• [Work item]
Repeat, exactly as written, the lines of the records below from the first through the line with "2px #70583d) drop-shadow(0", but none past it.

• [Records for this exercise]
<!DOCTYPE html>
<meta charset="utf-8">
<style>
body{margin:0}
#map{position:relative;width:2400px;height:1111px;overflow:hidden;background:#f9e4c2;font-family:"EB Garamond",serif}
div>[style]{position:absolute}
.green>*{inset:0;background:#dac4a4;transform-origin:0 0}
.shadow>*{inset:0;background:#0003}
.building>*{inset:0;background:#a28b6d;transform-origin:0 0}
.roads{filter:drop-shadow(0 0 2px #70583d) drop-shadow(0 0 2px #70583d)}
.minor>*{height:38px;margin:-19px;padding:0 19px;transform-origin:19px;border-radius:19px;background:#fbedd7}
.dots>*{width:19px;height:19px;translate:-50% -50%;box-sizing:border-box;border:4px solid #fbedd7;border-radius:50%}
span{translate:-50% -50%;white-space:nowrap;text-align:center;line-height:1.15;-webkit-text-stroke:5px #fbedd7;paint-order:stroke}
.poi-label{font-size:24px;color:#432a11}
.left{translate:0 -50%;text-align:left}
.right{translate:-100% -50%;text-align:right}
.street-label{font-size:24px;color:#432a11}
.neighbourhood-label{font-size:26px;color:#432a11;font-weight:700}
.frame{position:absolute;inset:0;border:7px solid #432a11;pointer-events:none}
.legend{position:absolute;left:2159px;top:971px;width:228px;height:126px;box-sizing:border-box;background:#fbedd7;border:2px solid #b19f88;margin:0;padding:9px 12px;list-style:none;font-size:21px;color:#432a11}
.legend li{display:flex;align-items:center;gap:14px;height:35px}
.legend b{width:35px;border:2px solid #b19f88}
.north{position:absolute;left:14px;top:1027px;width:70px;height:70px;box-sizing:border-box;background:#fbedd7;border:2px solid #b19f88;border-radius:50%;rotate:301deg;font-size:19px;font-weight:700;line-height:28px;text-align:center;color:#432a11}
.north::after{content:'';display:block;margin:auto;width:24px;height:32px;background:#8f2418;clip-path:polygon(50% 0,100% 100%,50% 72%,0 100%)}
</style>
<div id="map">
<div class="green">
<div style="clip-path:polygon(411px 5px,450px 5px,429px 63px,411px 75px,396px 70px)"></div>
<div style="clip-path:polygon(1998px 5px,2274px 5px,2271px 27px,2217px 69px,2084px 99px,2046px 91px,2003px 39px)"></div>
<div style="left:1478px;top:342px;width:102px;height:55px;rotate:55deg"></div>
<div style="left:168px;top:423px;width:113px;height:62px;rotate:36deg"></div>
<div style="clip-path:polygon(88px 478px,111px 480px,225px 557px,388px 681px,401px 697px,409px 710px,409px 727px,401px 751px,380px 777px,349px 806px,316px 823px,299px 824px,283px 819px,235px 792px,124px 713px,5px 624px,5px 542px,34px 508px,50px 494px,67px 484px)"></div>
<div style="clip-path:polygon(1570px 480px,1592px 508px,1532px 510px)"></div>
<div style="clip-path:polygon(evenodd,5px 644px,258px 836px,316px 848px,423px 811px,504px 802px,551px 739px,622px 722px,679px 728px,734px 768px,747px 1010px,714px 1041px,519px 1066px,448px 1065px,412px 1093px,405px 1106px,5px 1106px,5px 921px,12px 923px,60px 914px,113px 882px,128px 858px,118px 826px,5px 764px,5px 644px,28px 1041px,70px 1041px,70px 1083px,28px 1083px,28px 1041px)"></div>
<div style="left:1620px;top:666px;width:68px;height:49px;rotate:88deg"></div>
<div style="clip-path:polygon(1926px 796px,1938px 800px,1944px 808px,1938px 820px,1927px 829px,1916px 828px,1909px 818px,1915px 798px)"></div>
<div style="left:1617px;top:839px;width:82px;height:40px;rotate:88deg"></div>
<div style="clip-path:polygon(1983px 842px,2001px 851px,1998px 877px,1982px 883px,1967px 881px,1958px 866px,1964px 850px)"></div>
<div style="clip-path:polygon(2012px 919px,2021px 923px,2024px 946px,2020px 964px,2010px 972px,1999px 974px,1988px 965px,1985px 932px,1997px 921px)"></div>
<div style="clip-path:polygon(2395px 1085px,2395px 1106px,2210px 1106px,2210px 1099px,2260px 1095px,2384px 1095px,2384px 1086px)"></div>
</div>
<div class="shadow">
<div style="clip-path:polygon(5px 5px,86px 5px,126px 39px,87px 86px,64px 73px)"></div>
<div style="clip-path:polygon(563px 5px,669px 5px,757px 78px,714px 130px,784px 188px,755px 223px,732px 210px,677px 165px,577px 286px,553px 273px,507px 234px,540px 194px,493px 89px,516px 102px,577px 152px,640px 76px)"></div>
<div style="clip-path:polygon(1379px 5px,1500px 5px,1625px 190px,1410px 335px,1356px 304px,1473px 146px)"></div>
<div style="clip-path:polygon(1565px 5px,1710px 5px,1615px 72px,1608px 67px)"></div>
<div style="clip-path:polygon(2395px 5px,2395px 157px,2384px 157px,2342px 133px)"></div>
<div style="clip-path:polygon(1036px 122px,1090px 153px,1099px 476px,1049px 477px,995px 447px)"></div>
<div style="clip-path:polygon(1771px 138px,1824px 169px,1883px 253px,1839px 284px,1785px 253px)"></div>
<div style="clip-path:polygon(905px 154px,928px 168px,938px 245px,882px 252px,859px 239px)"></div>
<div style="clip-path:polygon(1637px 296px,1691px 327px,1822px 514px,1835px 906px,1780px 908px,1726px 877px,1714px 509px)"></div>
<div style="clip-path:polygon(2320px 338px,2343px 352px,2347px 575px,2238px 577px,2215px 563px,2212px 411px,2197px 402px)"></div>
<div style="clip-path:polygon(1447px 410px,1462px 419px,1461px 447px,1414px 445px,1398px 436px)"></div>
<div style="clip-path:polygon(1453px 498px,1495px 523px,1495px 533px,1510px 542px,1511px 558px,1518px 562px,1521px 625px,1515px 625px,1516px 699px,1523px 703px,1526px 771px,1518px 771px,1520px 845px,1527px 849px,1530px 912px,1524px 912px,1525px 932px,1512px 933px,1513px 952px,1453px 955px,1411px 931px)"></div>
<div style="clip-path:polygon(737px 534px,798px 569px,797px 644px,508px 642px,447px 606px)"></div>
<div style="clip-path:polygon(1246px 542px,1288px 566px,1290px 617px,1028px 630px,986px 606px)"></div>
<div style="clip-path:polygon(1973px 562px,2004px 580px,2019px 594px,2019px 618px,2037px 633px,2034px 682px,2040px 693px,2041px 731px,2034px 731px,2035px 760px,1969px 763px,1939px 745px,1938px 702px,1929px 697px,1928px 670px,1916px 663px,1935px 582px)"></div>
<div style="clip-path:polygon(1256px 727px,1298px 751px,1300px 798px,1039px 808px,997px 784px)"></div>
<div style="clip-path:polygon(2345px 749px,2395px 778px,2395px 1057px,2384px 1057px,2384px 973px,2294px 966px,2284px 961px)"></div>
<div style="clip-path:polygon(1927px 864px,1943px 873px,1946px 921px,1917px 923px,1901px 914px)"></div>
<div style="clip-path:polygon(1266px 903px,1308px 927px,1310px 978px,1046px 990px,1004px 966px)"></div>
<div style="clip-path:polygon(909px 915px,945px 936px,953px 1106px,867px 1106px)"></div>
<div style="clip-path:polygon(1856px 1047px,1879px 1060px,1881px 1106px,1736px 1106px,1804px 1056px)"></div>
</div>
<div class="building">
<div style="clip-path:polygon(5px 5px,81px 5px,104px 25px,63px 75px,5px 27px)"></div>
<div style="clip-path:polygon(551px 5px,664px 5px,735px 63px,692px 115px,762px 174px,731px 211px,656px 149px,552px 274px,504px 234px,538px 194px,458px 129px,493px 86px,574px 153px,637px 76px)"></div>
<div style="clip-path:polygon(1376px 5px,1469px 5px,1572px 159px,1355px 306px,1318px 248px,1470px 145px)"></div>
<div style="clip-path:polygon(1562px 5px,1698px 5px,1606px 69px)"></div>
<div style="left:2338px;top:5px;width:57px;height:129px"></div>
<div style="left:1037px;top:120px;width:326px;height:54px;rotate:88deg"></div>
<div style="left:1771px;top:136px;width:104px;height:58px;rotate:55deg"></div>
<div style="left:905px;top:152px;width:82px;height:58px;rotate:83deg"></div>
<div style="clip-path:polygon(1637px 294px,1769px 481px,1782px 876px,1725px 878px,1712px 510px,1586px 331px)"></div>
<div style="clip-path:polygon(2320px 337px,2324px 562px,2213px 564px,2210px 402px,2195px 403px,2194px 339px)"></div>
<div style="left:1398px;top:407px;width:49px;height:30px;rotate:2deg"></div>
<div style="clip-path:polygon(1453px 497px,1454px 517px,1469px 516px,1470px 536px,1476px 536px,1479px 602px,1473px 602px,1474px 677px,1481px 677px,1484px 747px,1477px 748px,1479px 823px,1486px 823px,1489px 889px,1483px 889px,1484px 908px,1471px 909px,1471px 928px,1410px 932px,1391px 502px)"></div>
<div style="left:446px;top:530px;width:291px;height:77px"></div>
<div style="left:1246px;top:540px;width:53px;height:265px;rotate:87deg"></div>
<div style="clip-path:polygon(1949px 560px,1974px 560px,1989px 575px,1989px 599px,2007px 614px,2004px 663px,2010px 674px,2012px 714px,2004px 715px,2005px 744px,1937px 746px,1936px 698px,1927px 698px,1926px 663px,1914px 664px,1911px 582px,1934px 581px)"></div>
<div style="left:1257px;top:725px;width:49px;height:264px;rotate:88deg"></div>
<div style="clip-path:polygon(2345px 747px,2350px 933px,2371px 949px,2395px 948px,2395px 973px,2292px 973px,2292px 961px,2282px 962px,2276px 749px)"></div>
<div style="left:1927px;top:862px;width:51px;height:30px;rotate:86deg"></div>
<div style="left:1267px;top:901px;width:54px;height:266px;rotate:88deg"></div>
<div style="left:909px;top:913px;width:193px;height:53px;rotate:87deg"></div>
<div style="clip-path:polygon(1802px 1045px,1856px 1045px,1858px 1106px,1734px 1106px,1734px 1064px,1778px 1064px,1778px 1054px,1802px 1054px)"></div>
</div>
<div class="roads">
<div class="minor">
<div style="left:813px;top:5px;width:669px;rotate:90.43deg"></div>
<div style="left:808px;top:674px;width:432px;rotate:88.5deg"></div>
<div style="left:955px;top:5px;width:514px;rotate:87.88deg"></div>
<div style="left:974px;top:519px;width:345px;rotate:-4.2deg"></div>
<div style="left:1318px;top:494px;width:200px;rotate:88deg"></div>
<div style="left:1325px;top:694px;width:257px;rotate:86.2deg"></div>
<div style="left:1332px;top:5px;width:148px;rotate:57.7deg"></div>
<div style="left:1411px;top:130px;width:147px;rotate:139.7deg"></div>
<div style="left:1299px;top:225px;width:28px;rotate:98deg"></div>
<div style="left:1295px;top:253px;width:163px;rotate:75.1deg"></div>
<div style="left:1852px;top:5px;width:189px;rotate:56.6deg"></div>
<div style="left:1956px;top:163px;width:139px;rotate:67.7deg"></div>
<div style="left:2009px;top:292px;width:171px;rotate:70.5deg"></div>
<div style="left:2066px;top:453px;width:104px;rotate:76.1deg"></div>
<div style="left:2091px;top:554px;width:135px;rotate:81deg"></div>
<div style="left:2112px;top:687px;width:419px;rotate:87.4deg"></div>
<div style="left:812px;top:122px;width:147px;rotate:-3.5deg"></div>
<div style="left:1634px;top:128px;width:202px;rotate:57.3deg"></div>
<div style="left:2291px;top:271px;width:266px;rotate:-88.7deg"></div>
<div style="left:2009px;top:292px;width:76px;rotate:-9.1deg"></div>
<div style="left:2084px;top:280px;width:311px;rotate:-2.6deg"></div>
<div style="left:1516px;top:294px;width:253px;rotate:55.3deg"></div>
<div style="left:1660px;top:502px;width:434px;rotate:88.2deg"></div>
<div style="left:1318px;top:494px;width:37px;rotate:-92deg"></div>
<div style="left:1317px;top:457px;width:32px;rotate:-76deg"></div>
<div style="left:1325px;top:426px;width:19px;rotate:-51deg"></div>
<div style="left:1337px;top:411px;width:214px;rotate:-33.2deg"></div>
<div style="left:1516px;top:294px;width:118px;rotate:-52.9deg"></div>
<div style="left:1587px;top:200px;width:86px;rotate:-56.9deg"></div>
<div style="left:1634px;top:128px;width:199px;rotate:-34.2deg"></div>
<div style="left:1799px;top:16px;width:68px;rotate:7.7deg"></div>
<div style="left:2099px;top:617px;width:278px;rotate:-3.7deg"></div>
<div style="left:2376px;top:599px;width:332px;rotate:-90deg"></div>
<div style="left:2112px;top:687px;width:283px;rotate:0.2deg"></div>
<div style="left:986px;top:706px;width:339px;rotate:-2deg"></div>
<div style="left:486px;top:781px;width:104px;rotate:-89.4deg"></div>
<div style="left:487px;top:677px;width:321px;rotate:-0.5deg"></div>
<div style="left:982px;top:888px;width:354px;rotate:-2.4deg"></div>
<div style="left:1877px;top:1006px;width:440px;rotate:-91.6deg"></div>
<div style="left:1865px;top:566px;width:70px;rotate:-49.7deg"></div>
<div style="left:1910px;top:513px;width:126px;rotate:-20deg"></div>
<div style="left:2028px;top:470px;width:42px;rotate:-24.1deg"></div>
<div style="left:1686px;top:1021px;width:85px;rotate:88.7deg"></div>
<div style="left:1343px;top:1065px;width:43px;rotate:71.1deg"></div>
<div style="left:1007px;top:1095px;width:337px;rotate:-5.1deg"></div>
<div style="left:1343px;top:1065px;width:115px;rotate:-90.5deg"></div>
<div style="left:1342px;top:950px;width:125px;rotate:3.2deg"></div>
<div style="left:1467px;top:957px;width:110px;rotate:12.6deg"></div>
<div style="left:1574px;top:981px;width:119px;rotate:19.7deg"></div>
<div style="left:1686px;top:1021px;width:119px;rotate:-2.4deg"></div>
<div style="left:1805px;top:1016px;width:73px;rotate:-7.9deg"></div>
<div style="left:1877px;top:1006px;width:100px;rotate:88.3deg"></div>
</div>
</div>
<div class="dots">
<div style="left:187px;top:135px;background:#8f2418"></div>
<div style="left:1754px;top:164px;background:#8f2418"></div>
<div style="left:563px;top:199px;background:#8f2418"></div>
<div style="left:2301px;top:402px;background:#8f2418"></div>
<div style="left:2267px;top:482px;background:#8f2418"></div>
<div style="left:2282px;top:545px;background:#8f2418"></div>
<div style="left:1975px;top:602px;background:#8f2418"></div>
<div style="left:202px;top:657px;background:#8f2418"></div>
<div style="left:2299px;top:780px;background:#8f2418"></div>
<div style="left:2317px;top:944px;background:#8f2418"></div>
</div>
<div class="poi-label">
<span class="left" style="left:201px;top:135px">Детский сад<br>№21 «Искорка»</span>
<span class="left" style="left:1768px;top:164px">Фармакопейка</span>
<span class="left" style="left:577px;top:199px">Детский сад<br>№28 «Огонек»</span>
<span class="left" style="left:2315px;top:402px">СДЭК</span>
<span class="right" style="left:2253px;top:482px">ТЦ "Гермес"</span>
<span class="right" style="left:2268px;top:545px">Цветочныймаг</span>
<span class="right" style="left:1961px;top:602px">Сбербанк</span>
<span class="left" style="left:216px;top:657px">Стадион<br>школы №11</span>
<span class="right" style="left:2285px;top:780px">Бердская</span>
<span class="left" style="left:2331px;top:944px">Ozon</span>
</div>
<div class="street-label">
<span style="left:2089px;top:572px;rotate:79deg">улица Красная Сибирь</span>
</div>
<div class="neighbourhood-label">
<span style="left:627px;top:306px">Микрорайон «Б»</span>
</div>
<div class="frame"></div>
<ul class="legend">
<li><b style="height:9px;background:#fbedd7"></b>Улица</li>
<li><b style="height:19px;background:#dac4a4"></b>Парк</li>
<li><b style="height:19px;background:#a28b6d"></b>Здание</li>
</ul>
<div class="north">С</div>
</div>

• [Result for this exercise]
<!DOCTYPE html>
<meta charset="utf-8">
<style>
body{margin:0}
#map{position:relative;width:2400px;height:1111px;overflow:hidden;background:#f9e4c2;font-family:"EB Garamond",serif}
div>[style]{position:absolute}
.green>*{inset:0;background:#dac4a4;transform-origin:0 0}
.shadow>*{inset:0;background:#0003}
.building>*{inset:0;background:#a28b6d;transform-origin:0 0}
.roads{filter:drop-shadow(0 0 2px #70583d) drop-shadow(0 0 2px #70583d)}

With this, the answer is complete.